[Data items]
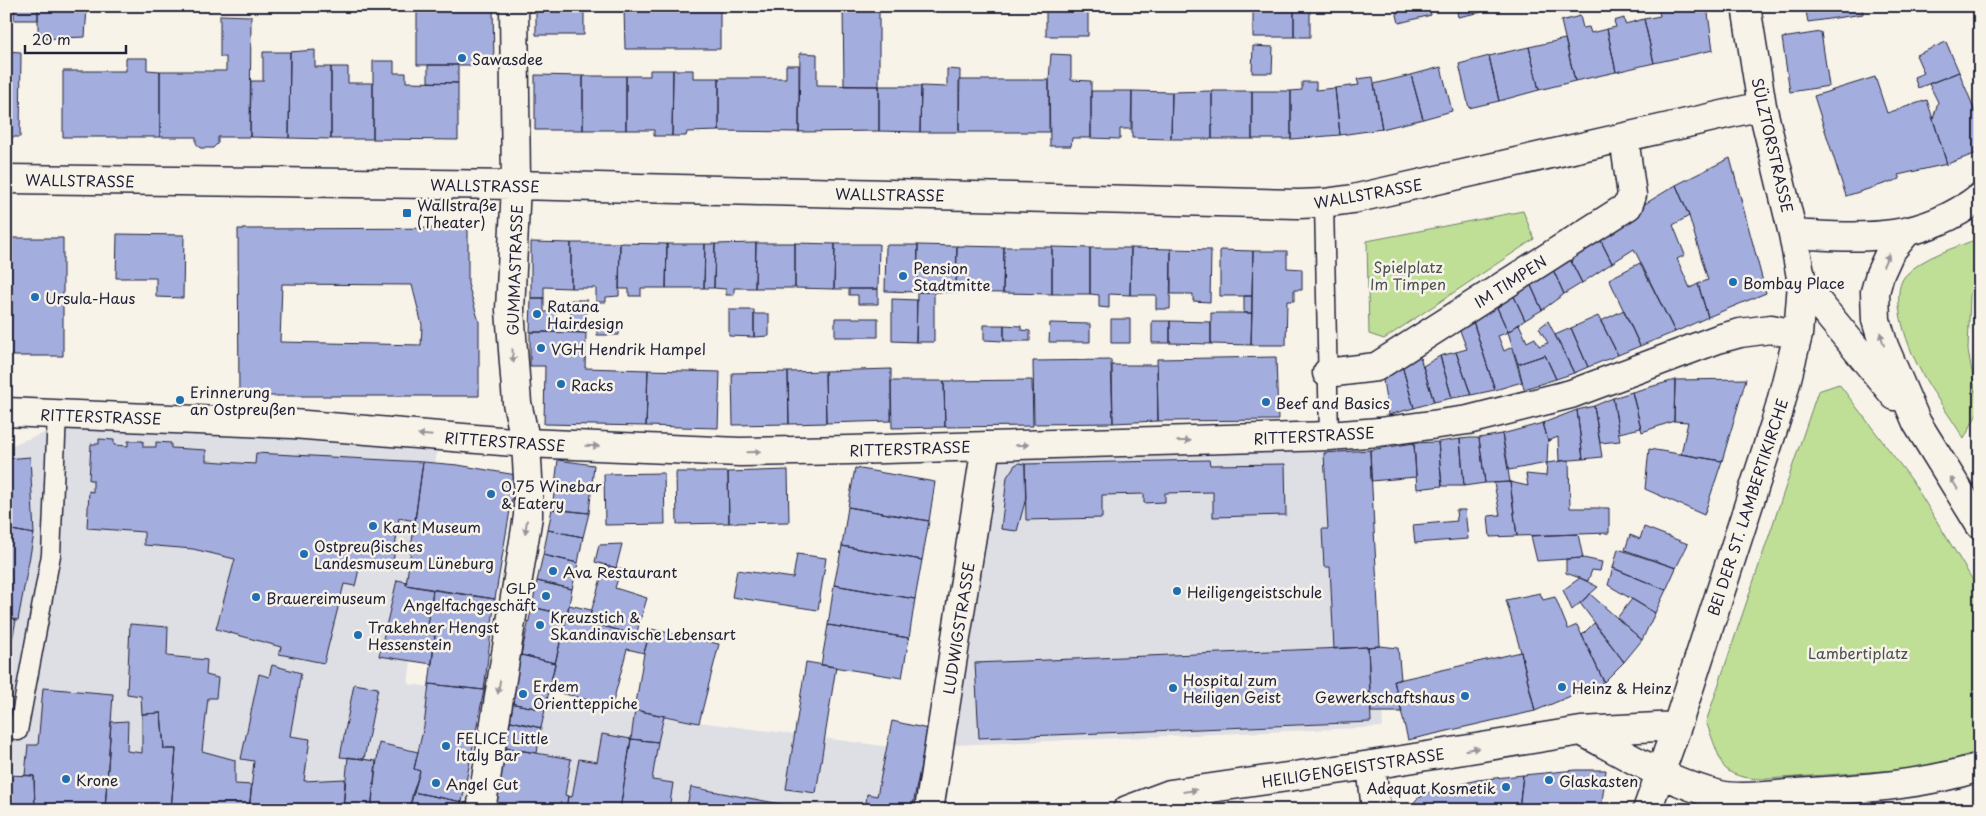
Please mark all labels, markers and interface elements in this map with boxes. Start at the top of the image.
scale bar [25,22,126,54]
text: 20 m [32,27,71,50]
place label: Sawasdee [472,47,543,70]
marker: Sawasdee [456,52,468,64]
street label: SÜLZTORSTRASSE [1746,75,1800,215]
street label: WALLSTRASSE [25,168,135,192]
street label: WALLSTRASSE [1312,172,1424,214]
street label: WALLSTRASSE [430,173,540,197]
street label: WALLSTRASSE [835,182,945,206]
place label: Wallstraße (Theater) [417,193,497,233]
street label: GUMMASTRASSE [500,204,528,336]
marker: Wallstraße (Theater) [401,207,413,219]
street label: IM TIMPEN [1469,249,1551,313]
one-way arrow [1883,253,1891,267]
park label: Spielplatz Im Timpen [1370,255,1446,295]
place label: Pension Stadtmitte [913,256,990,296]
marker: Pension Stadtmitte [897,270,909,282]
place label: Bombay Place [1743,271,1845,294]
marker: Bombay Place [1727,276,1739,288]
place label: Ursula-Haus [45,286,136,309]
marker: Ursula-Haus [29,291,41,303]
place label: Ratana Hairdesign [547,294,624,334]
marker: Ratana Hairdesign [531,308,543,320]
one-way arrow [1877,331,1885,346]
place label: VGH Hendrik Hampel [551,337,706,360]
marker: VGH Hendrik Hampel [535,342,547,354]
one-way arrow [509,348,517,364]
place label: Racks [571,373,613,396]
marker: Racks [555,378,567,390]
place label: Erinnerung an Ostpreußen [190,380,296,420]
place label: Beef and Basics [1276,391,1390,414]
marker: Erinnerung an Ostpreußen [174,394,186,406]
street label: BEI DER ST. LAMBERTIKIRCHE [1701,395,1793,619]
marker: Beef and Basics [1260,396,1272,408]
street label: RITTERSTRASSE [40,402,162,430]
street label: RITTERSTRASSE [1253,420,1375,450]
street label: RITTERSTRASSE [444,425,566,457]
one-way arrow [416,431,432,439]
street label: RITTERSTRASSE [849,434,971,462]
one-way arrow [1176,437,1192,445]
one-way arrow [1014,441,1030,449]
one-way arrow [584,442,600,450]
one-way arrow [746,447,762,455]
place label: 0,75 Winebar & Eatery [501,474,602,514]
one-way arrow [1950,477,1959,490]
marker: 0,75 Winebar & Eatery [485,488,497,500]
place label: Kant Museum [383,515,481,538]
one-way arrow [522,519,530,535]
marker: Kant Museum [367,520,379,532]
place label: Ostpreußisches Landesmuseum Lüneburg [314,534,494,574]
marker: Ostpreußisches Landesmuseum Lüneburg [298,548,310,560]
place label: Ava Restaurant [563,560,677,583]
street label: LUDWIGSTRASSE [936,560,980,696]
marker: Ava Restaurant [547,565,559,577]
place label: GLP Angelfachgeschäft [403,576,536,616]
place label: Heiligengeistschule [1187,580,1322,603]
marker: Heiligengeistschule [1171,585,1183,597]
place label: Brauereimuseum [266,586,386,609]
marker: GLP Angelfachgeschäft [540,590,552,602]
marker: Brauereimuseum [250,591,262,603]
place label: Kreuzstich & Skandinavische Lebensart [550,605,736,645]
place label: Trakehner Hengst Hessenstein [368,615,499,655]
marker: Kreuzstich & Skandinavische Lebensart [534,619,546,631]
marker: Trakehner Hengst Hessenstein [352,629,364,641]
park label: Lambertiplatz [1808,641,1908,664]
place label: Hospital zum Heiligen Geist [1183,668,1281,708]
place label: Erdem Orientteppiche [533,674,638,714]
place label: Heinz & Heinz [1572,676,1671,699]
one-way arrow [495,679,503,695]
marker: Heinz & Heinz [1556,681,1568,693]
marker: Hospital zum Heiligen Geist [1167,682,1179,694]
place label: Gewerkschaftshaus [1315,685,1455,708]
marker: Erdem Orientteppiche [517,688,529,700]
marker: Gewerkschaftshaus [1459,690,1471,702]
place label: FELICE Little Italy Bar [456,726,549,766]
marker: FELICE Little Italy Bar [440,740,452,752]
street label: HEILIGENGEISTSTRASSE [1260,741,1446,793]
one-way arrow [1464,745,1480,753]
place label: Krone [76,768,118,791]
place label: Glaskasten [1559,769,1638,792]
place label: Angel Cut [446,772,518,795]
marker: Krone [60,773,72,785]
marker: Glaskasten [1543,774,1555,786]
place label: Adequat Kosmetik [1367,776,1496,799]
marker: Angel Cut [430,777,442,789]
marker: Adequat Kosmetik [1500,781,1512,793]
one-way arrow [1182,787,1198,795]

TASK –
Repeat all the records above exactly, leaving out any pictures.

EXPECTED ANSWER –
Please mark all labels, markers and interface elements in this map with boxes. Start at the top of the image.
scale bar [25,22,126,54]
text: 20 m [32,27,71,50]
place label: Sawasdee [472,47,543,70]
marker: Sawasdee [456,52,468,64]
street label: SÜLZTORSTRASSE [1746,75,1800,215]
street label: WALLSTRASSE [25,168,135,192]
street label: WALLSTRASSE [1312,172,1424,214]
street label: WALLSTRASSE [430,173,540,197]
street label: WALLSTRASSE [835,182,945,206]
place label: Wallstraße (Theater) [417,193,497,233]
street label: GUMMASTRASSE [500,204,528,336]
marker: Wallstraße (Theater) [401,207,413,219]
street label: IM TIMPEN [1469,249,1551,313]
one-way arrow [1883,253,1891,267]
park label: Spielplatz Im Timpen [1370,255,1446,295]
place label: Pension Stadtmitte [913,256,990,296]
marker: Pension Stadtmitte [897,270,909,282]
place label: Bombay Place [1743,271,1845,294]
marker: Bombay Place [1727,276,1739,288]
place label: Ursula-Haus [45,286,136,309]
marker: Ursula-Haus [29,291,41,303]
place label: Ratana Hairdesign [547,294,624,334]
marker: Ratana Hairdesign [531,308,543,320]
one-way arrow [1877,331,1885,346]
place label: VGH Hendrik Hampel [551,337,706,360]
marker: VGH Hendrik Hampel [535,342,547,354]
one-way arrow [509,348,517,364]
place label: Racks [571,373,613,396]
marker: Racks [555,378,567,390]
place label: Erinnerung an Ostpreußen [190,380,296,420]
place label: Beef and Basics [1276,391,1390,414]
marker: Erinnerung an Ostpreußen [174,394,186,406]
street label: BEI DER ST. LAMBERTIKIRCHE [1701,395,1793,619]
marker: Beef and Basics [1260,396,1272,408]
street label: RITTERSTRASSE [40,402,162,430]
street label: RITTERSTRASSE [1253,420,1375,450]
street label: RITTERSTRASSE [444,425,566,457]
one-way arrow [416,431,432,439]
street label: RITTERSTRASSE [849,434,971,462]
one-way arrow [1176,437,1192,445]
one-way arrow [1014,441,1030,449]
one-way arrow [584,442,600,450]
one-way arrow [746,447,762,455]
place label: 0,75 Winebar & Eatery [501,474,602,514]
one-way arrow [1950,477,1959,490]
marker: 0,75 Winebar & Eatery [485,488,497,500]
place label: Kant Museum [383,515,481,538]
one-way arrow [522,519,530,535]
marker: Kant Museum [367,520,379,532]
place label: Ostpreußisches Landesmuseum Lüneburg [314,534,494,574]
marker: Ostpreußisches Landesmuseum Lüneburg [298,548,310,560]
place label: Ava Restaurant [563,560,677,583]
street label: LUDWIGSTRASSE [936,560,980,696]
marker: Ava Restaurant [547,565,559,577]
place label: GLP Angelfachgeschäft [403,576,536,616]
place label: Heiligengeistschule [1187,580,1322,603]
marker: Heiligengeistschule [1171,585,1183,597]
place label: Brauereimuseum [266,586,386,609]
marker: GLP Angelfachgeschäft [540,590,552,602]
marker: Brauereimuseum [250,591,262,603]
place label: Kreuzstich & Skandinavische Lebensart [550,605,736,645]
place label: Trakehner Hengst Hessenstein [368,615,499,655]
marker: Kreuzstich & Skandinavische Lebensart [534,619,546,631]
marker: Trakehner Hengst Hessenstein [352,629,364,641]
park label: Lambertiplatz [1808,641,1908,664]
place label: Hospital zum Heiligen Geist [1183,668,1281,708]
place label: Erdem Orientteppiche [533,674,638,714]
place label: Heinz & Heinz [1572,676,1671,699]
one-way arrow [495,679,503,695]
marker: Heinz & Heinz [1556,681,1568,693]
marker: Hospital zum Heiligen Geist [1167,682,1179,694]
place label: Gewerkschaftshaus [1315,685,1455,708]
marker: Erdem Orientteppiche [517,688,529,700]
marker: Gewerkschaftshaus [1459,690,1471,702]
place label: FELICE Little Italy Bar [456,726,549,766]
marker: FELICE Little Italy Bar [440,740,452,752]
street label: HEILIGENGEISTSTRASSE [1260,741,1446,793]
one-way arrow [1464,745,1480,753]
place label: Krone [76,768,118,791]
place label: Glaskasten [1559,769,1638,792]
place label: Angel Cut [446,772,518,795]
marker: Krone [60,773,72,785]
marker: Glaskasten [1543,774,1555,786]
place label: Adequat Kosmetik [1367,776,1496,799]
marker: Angel Cut [430,777,442,789]
marker: Adequat Kosmetik [1500,781,1512,793]
one-way arrow [1182,787,1198,795]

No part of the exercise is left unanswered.